##### INPUT #####
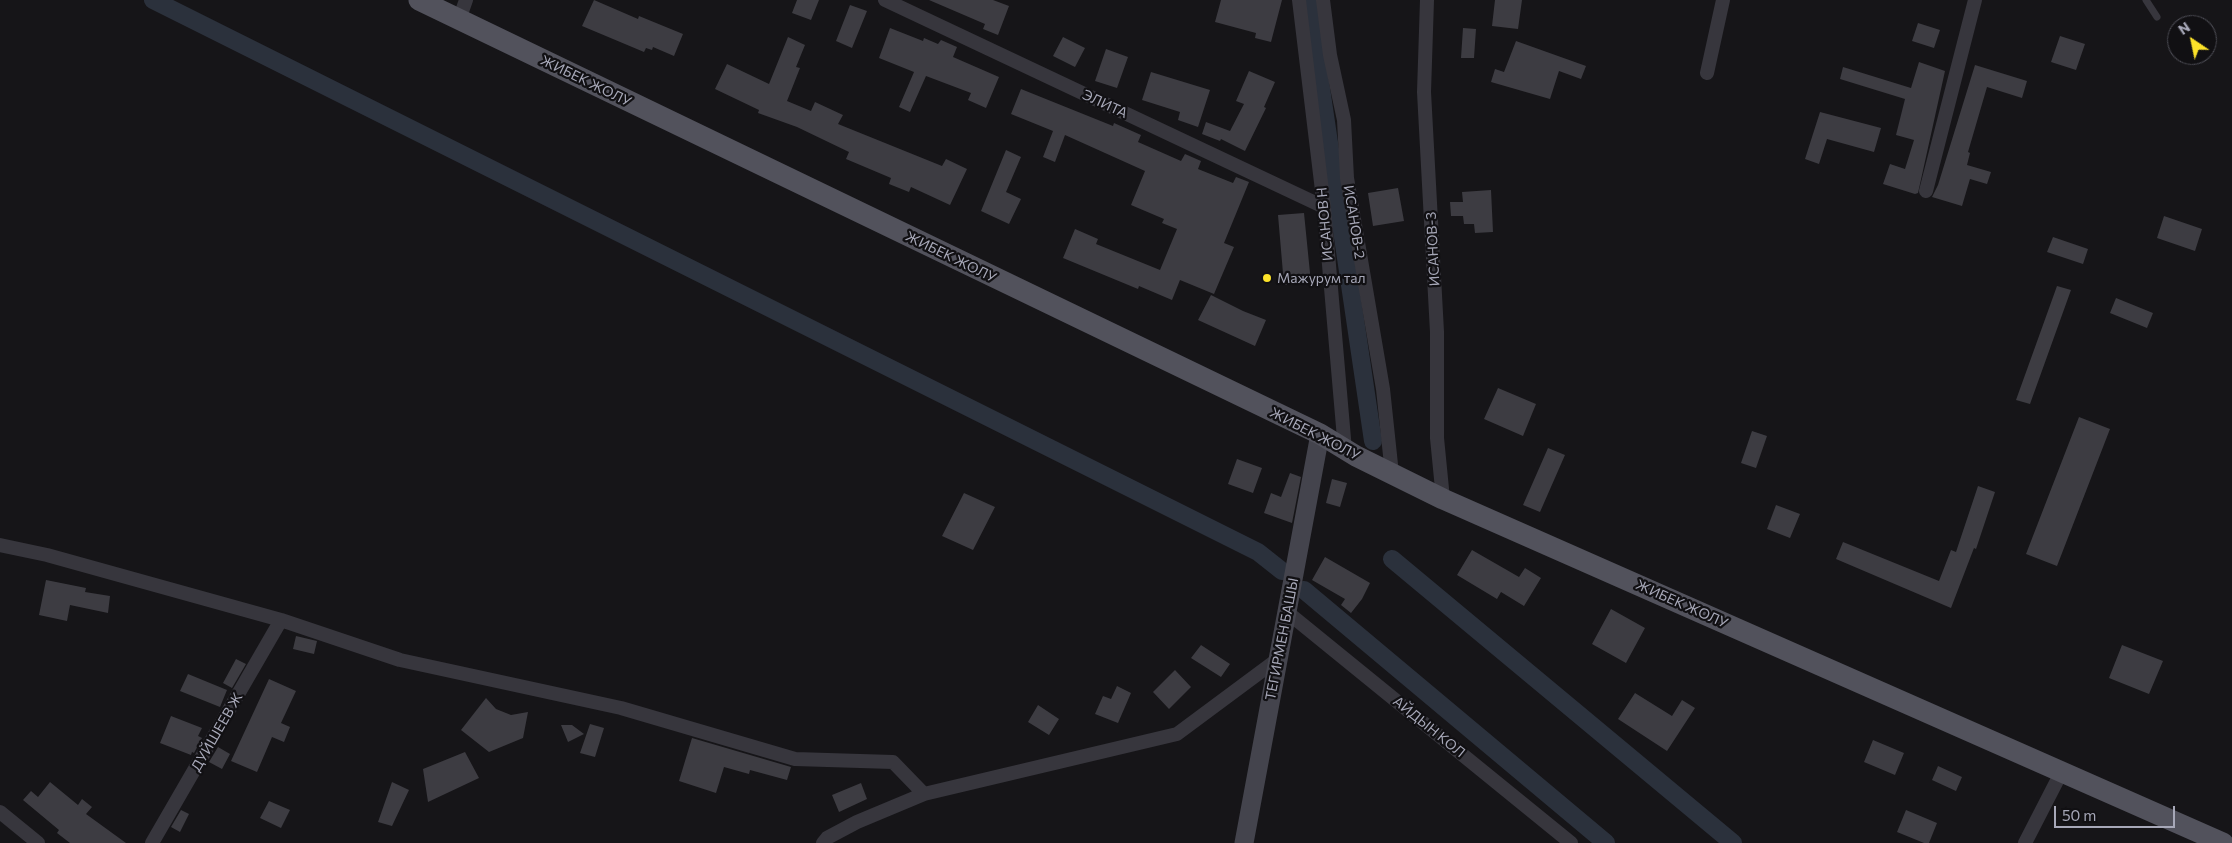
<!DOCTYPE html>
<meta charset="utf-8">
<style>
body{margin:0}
#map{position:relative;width:2232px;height:843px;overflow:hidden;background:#161518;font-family:Commissioner,sans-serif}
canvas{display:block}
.north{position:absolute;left:2167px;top:15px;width:50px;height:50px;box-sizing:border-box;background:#111013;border:1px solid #4d4d55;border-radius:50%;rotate:326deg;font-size:14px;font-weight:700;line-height:20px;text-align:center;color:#a7a8b8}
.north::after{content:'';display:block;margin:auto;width:18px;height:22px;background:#fce229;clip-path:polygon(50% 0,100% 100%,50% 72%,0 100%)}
.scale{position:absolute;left:2054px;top:806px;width:121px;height:22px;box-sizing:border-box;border:2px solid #a7a8b8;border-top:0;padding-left:6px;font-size:15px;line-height:18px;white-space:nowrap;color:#a7a8b8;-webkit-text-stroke:4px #111013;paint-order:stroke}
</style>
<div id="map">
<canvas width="2232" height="843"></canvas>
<div class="north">N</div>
<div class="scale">50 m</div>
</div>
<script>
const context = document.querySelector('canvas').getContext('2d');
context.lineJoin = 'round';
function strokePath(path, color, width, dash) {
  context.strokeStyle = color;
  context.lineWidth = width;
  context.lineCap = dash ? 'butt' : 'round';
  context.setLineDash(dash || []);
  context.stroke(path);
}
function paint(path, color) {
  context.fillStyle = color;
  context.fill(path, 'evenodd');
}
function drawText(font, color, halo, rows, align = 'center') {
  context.font = font + ' Commissioner,sans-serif';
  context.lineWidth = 4.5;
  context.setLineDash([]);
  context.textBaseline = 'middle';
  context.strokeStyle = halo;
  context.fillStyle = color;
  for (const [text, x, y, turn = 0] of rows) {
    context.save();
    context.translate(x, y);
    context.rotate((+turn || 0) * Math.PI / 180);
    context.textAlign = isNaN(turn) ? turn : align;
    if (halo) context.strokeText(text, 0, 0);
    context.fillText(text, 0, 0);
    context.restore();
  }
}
strokePath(new Path2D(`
 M153,0L1258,552L1282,571
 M1308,0L1373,441
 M1392,559L1733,843
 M1304,590L1606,843`), '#2b313c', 18);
paint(new Path2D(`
 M594,0L638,19L639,16L683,34L674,56L653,47L652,50L646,48L644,52L582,26Z
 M797,0H819L811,20L792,13Z
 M929,0H993L1009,6L998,35L983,29L985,24Z
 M1221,0H1282L1271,42L1255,38L1256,33L1215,22Z
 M1495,0H1522L1518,29L1492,26Z
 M850,5L867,11L852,48L836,41Z
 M1918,23L1940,30L1934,48L1912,41Z
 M890,28L923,41L924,38L938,44L941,40L957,47L953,57L999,77L986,108L968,100L971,93L926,76L910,112L899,107L914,72L879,58Z
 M1463,28L1476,29L1474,58H1461Z
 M2060,36L2085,44L2076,70L2051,62Z
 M788,37L805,45L796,67L800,68L787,101L811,111L815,102L843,115L838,124L942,166L946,159L967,169L950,205L911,187L909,192L889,184L891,178L846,159L849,152L797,127L758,113L759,110L715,89L727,64L769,84Z
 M1063,37L1085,48L1075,67L1053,56Z
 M1516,41L1586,66L1581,79L1559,71L1550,99L1491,82L1495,69L1504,72Z
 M1106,49L1128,57L1117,88L1095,81Z
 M1919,62L1945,71L1918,193L1915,194L1883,184L1890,164L1905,169L1914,140L1896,135L1905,99L1840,79L1843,67L1911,88Z
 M1975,65L2027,81L2022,98L1987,87L1968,152L1970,153L1967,165L1991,172L1987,184L1970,179L1962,206L1932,197L1938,185Z
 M1249,71L1275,82L1264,107L1266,108L1245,151L1221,139L1220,141L1202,134L1206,122L1230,131L1244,104L1236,101Z
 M1151,72L1210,90L1198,127L1178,120L1180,112L1142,100Z
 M1021,89L1113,126L1114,123L1141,135L1138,142L1181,161L1185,154L1201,161L1198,169L1233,183L1236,177L1249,182L1224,243L1234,247L1214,294L1180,280L1172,300L1139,286L1138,289L1063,258L1075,229L1098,239L1096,244L1160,270L1177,229L1162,223L1164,219L1131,205L1145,171L1065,135L1055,162L1043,157L1053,131L1011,114Z
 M1820,112L1881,128L1874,152L1827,139L1819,164L1805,159Z
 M1006,150L1021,157L1006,192L1021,199L1009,224L981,211Z
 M1398,188L1404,221L1373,226L1368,193Z
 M1491,190L1493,232L1475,233L1474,224H1464L1463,216H1451L1450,202H1463L1462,192Z
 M1304,213L1311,283L1284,285L1278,215Z
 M2164,216L2202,229L2195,251L2157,238Z
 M2053,237L2088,249L2083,264L2047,252Z
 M2057,286L2071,290L2030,404L2016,400Z
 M1211,295L1243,311L1266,320L1255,346L1198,320Z
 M2116,298L2153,313L2147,328L2110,313Z
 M1498,388L1536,404L1523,436L1484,419Z
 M2079,417L2110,429L2057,566L2026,554Z
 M1752,431L1767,436L1756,468L1741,463Z
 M1548,448L1565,455L1540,512L1523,505Z
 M1237,459L1262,468L1253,493L1228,484Z
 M1290,473L1301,477L1292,523L1264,513L1271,493L1281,497Z
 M1332,479L1347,483L1340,507L1326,503Z
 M1978,486L1995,492L1976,549L1974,548L1951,608L1836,559L1843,542L1939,581L1951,550L1956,552Z
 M964,493L995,507L973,550L942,536Z
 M1776,505L1800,514L1790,538L1767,529Z
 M1472,550L1519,577L1525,568L1541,578L1524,606L1501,592L1497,599L1457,575Z
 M1325,557L1370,583L1362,599L1351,613L1341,605L1345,599L1312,580Z
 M46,580L86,588L85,592L110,596L108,613L70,605L67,621L39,615Z
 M1611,609L1645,628L1626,663L1592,644Z
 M296,636L317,641L314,654L293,649Z
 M1201,645L1230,664L1221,677L1191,658Z
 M2122,645L2163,661L2149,694L2109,678Z
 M236,659L246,664L232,688L223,683Z
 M1175,670L1191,687L1169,709L1153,692Z
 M188,674L227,690L220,707L180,691Z
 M269,679L296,691L281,723L290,727L284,742L272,737L257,772L231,761Z
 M1117,686L1131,693L1118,723L1095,714L1103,696L1111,699Z
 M1635,693L1672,716L1682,700L1695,708L1667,751L1618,719Z
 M486,698L496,709L511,715L528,712L523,738L489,752L461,730Z
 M1038,705L1059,719L1049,735L1028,722Z
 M171,716L202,728L198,736L202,738L194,753L192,752L191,755L160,743Z
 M590,724L604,728L595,757L580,753Z
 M561,725H572L584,734L568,742Z
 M692,738L791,767L787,780L750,770L749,774L724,767L716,793L679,781Z
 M1873,740L1904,753L1895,775L1864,762Z
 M218,747L230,754L222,769L209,762Z
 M465,752L479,778L428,802L423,769Z
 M1938,766L1962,777L1956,791L1932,780Z
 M50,782L78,805L82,799L92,807L86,814L126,843H70L57,833L59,830L23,800L31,791L38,797Z
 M392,782L409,790L392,826L378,822Z
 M861,783L867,799L839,812L832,795Z
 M269,801L290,810L281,828L260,818Z
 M181,810L189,814L180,832L171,827Z
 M1906,810L1937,823L1929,843H1924L1897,832Z`), '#3d3c42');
strokePath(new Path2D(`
 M2146,0L2157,17`), '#37363d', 7);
strokePath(new Path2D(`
 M885,0L1324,207
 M1299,0L1324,207L1345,450
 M1323,0L1330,55L1344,120L1347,178L1383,389L1392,474
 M1427,0L1424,92L1437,332V438L1443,499
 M459,20L466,0
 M1707,73L1723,0
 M1926,191L1975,0
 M0,545L47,555L281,620L400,660L621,708L795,759L893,762L924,794
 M1287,612L1571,843
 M0,812L38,843
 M152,843L281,620
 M823,843L827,838L857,822L924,794L1177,734L1278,659
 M2025,843L2062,771`), '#37363d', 14);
strokePath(new Path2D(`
 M1244,843L1320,434`), '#44444d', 19);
strokePath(new Path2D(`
 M419,0L1320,434L1356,456L1443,499L2223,843`), '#52525c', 21);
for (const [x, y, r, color] of [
 [1267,278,5,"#fce229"]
]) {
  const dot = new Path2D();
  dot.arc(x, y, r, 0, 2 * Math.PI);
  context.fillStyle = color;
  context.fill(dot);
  strokePath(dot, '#111013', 2);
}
drawText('14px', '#a7a8b8', '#111013', [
 ["ЖИБЕК ЖОЛУ",586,81,26],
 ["ЭЛИТА",1105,104,25],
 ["ИСАНОВ-2",1354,222,81],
 ["ИСАНОВ Н",1325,224,-95],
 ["ИСАНОВ-3",1433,249,-93],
 ["ЖИБЕК ЖОЛУ",951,257,26],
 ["ЖИБЕК ЖОЛУ",1315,434,27],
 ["ЖИБЕК ЖОЛУ",1682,604,24],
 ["ТЕГИРМЕН БАШЫ",1282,639,-79],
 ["АЙДЫН КОЛ",1429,727,39],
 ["ДУЙШЕЕВ Ж",217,732,-60]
]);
drawText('14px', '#a7a8b8', '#111013', [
 ["Мажурум тал",1277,278]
], 'left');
</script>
#####
▸ WHAT THE TASK REQUIRES
Search the data above for the word "function" and show every line that has it.

▸ WRITTEN RESPONSE
function strokePath(path, color, width, dash) {
function paint(path, color) {
function drawText(font, color, halo, rows, align = 'center') {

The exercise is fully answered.